• **WORK REQUEST**
Restate, word for word, every line of the data.
======== INFORMATION GIVEN
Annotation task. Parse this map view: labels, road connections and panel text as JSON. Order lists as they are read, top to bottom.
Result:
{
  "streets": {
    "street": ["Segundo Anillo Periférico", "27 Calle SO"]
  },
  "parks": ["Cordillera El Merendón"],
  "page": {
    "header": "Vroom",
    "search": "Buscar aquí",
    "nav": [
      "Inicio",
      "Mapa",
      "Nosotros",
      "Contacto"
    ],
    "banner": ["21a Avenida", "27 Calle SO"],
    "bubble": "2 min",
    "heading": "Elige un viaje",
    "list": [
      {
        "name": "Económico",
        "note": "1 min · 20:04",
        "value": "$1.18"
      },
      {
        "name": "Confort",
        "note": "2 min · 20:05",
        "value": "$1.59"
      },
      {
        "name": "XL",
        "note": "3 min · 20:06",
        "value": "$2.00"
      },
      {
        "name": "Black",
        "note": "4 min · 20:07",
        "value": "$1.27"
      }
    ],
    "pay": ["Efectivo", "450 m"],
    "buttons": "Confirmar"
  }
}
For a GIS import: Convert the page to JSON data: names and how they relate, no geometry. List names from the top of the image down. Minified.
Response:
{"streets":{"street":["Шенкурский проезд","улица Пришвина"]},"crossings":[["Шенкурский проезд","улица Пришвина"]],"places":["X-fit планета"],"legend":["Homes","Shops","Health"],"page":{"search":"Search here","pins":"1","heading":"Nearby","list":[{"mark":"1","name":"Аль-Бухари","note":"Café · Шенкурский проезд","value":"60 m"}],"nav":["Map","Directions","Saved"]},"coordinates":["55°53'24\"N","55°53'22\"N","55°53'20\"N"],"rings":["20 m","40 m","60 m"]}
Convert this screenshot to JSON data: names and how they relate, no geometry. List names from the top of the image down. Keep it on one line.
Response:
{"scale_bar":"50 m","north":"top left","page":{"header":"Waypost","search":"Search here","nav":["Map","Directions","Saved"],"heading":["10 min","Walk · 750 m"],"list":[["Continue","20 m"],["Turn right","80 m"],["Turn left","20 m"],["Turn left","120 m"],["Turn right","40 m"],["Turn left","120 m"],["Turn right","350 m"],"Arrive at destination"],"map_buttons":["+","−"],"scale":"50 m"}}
================
• **ANSWER AREA**
Annotation task. Parse this map view: labels, road connections and panel text as JSON. Order lists as they are read, top to bottom.
Result:
{
  "streets": {
    "street": ["Segundo Anillo Periférico", "27 Calle SO"]
  },
  "parks": ["Cordillera El Merendón"],
  "page": {
    "header": "Vroom",
    "search": "Buscar aquí",
    "nav": [
      "Inicio",
      "Mapa",
      "Nosotros",
      "Contacto"
    ],
    "banner": ["21a Avenida", "27 Calle SO"],
    "bubble": "2 min",
    "heading": "Elige un viaje",
    "list": [
      {
        "name": "Económico",
        "note": "1 min · 20:04",
        "value": "$1.18"
      },
      {
        "name": "Confort",
        "note": "2 min · 20:05",
        "value": "$1.59"
      },
      {
        "name": "XL",
        "note": "3 min · 20:06",
        "value": "$2.00"
      },
      {
        "name": "Black",
        "note": "4 min · 20:07",
        "value": "$1.27"
      }
    ],
    "pay": ["Efectivo", "450 m"],
    "buttons": "Confirmar"
  }
}
For a GIS import: Convert the page to JSON data: names and how they relate, no geometry. List names from the top of the image down. Minified.
Response:
{"streets":{"street":["Шенкурский проезд","улица Пришвина"]},"crossings":[["Шенкурский проезд","улица Пришвина"]],"places":["X-fit планета"],"legend":["Homes","Shops","Health"],"page":{"search":"Search here","pins":"1","heading":"Nearby","list":[{"mark":"1","name":"Аль-Бухари","note":"Café · Шенкурский проезд","value":"60 m"}],"nav":["Map","Directions","Saved"]},"coordinates":["55°53'24\"N","55°53'22\"N","55°53'20\"N"],"rings":["20 m","40 m","60 m"]}
Convert this screenshot to JSON data: names and how they relate, no geometry. List names from the top of the image down. Keep it on one line.
Response:
{"scale_bar":"50 m","north":"top left","page":{"header":"Waypost","search":"Search here","nav":["Map","Directions","Saved"],"heading":["10 min","Walk · 750 m"],"list":[["Continue","20 m"],["Turn right","80 m"],["Turn left","20 m"],["Turn left","120 m"],["Turn right","40 m"],["Turn left","120 m"],["Turn right","350 m"],"Arrive at destination"],"map_buttons":["+","−"],"scale":"50 m"}}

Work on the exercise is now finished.